§ **WHAT TO DO**:
From the listing below, copy each line that holds "strokeStyle".

§ **TASK MATERIAL**:
········

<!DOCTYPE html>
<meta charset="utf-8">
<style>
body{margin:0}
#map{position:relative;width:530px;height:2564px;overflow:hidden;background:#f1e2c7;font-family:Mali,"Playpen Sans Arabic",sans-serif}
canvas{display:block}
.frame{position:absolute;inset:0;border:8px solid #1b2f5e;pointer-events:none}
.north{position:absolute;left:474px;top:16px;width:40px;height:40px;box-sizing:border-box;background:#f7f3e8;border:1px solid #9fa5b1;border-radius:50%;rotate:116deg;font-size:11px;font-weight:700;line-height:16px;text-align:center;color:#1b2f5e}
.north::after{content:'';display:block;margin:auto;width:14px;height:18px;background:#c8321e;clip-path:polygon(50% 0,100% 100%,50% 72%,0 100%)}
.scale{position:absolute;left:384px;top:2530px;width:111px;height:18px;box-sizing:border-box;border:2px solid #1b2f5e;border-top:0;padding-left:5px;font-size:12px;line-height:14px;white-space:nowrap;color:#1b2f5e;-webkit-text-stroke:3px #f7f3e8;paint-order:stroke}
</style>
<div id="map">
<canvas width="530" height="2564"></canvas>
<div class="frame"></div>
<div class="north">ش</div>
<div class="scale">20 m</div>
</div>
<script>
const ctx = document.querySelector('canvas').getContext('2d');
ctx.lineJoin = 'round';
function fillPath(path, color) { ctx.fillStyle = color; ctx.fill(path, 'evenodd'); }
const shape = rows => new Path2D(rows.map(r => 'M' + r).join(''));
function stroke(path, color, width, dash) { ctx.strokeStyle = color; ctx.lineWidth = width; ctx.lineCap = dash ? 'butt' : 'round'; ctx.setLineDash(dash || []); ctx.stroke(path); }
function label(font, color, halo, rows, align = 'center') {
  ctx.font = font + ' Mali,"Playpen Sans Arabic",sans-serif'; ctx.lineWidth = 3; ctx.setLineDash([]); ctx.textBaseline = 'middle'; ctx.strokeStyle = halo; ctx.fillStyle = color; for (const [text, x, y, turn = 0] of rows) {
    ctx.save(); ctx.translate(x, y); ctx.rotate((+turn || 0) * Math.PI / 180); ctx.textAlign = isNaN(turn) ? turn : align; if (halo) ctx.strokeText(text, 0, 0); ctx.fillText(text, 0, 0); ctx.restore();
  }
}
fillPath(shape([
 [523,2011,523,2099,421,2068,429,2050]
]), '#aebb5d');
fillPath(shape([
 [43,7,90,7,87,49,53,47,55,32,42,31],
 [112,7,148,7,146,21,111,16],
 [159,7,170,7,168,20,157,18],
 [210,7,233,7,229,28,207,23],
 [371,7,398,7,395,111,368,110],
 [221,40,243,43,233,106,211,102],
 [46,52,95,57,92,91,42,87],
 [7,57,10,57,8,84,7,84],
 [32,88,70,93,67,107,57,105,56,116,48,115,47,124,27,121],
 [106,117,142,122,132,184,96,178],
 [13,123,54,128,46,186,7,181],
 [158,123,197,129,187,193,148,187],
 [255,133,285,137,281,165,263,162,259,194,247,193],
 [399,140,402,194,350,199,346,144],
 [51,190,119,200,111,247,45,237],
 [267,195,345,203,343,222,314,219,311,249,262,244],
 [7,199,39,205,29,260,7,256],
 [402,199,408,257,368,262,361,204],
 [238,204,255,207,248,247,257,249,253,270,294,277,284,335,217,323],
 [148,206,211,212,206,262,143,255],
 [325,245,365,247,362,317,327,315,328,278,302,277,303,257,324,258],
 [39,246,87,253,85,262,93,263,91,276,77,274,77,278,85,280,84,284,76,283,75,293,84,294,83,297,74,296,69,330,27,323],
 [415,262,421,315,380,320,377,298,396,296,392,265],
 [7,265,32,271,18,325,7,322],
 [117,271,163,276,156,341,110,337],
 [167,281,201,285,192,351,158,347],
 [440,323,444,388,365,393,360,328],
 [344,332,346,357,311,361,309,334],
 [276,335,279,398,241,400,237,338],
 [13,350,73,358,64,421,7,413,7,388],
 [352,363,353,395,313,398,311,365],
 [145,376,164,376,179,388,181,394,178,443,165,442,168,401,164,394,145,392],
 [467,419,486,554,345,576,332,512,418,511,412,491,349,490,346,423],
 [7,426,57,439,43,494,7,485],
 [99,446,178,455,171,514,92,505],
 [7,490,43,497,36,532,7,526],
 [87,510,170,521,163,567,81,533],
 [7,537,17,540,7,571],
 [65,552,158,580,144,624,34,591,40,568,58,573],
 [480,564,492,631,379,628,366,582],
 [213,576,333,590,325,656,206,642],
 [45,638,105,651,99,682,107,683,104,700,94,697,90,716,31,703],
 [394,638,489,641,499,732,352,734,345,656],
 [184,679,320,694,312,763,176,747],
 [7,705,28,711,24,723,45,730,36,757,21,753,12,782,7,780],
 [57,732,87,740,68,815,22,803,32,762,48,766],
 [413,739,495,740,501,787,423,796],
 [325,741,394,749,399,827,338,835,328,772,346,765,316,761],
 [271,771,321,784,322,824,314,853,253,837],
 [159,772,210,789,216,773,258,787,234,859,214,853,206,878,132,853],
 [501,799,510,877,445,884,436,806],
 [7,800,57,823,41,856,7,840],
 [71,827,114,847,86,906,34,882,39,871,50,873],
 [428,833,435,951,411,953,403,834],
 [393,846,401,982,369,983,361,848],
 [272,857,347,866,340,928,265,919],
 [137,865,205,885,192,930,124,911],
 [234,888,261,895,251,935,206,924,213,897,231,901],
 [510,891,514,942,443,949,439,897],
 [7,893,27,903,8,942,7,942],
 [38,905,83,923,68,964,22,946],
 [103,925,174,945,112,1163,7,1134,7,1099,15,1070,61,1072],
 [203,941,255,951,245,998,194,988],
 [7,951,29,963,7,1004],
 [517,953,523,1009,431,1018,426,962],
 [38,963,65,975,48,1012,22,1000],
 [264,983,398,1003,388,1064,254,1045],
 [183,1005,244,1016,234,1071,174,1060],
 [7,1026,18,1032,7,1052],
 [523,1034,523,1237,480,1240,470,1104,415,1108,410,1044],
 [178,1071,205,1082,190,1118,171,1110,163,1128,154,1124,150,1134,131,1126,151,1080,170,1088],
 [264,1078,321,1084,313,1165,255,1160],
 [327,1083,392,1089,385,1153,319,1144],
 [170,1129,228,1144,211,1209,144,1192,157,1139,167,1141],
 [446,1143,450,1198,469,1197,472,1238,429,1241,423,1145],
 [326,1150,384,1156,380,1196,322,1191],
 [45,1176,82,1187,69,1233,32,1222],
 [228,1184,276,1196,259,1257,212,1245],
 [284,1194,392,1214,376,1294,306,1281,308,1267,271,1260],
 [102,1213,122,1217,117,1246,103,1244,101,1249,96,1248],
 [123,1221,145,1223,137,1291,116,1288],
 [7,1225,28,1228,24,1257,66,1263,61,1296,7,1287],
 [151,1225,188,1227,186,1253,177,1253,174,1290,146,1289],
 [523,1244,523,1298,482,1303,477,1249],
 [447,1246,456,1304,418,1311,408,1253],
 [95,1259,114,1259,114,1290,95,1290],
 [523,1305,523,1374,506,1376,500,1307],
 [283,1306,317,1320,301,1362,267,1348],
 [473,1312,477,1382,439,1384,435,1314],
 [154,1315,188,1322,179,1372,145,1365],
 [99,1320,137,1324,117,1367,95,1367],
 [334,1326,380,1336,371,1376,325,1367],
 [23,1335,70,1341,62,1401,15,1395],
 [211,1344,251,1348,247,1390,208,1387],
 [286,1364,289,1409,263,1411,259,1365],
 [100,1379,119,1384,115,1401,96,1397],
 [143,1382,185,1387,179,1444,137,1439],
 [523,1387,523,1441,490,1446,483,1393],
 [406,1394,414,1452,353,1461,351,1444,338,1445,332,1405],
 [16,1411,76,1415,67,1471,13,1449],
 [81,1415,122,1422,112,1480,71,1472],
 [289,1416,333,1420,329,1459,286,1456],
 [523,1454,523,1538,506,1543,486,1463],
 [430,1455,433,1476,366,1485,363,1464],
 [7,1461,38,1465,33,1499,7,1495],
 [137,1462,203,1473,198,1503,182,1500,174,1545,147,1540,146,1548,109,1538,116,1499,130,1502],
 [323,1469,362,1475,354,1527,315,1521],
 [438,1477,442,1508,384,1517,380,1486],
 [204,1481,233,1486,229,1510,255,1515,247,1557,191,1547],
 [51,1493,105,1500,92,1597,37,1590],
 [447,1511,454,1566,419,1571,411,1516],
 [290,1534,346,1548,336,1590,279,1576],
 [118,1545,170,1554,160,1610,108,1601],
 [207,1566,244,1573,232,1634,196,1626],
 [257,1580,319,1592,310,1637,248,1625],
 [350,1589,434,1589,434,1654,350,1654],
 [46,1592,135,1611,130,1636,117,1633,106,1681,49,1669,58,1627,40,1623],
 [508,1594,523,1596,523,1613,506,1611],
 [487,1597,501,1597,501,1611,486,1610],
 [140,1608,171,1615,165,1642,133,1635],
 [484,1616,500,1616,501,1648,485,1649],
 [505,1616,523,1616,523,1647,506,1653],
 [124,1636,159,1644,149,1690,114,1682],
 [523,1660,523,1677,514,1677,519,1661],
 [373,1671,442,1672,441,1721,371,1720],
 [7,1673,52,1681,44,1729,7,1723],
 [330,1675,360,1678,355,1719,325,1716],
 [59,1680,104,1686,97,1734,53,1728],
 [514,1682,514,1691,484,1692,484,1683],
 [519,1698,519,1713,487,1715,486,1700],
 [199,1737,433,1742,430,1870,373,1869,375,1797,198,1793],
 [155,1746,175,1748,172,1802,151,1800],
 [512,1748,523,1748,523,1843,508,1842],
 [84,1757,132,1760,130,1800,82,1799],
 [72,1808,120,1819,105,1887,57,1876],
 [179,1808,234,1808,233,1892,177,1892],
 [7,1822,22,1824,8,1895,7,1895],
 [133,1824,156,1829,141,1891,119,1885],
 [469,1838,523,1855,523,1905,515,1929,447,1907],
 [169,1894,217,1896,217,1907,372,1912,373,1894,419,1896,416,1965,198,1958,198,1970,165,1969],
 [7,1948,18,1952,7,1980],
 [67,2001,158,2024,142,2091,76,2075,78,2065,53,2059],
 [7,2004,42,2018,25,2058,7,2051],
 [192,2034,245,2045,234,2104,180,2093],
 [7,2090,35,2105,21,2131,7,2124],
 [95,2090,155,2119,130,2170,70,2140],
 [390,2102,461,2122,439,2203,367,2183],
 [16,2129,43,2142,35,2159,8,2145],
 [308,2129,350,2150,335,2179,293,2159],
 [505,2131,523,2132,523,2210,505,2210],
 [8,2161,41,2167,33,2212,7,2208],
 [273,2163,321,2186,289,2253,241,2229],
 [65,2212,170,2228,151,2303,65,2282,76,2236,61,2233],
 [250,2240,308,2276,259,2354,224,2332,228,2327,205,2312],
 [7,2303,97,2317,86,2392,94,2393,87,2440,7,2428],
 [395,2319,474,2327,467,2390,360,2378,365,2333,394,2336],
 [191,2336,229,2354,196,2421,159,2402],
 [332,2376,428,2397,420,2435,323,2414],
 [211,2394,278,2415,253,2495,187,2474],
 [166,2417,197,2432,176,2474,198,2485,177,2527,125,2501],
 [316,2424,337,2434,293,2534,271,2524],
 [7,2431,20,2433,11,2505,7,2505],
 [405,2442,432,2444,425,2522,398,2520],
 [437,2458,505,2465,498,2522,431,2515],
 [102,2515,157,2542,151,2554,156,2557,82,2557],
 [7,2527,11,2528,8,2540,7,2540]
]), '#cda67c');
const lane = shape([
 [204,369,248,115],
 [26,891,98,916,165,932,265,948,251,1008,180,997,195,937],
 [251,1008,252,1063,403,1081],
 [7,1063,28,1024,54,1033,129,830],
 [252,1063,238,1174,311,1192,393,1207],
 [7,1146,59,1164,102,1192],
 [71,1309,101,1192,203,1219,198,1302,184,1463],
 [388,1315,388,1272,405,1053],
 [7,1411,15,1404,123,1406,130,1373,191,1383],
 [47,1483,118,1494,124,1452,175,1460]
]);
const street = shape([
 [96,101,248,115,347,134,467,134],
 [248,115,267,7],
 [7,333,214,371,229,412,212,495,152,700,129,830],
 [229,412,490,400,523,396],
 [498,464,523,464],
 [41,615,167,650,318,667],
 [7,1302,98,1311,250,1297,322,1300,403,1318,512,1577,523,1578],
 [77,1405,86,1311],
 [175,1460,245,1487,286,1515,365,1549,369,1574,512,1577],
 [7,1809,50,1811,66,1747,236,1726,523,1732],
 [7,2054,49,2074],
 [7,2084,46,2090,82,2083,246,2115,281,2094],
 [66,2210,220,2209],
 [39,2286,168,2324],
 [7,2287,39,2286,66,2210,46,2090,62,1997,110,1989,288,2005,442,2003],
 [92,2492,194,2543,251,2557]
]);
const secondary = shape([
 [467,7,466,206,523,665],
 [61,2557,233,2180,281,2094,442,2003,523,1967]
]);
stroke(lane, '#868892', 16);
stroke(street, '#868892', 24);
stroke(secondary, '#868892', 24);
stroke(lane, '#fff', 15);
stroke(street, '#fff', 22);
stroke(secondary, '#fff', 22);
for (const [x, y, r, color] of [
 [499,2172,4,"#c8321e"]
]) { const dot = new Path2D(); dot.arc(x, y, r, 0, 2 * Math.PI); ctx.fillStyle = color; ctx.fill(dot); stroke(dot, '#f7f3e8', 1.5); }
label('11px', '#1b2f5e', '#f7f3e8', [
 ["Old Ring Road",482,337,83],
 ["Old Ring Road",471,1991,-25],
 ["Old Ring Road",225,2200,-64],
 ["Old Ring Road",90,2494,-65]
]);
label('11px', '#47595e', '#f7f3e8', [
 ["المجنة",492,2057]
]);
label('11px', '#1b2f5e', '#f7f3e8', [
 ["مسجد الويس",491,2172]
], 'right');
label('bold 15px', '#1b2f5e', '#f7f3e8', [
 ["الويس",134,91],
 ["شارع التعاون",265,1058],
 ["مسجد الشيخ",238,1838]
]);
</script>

········

§ **SOLVED EXERCISE**:
function stroke(path, color, width, dash) { ctx.strokeStyle = color; ctx.lineWidth = width; ctx.lineCap = dash ? 'butt' : 'round'; ctx.setLineDash(dash || []); ctx.stroke(path); }
  ctx.font = font + ' Mali,"Playpen Sans Arabic",sans-serif'; ctx.lineWidth = 3; ctx.setLineDash([]); ctx.textBaseline = 'middle'; ctx.strokeStyle = halo; ctx.fillStyle = color; for (const [text, x, y, turn = 0] of rows) {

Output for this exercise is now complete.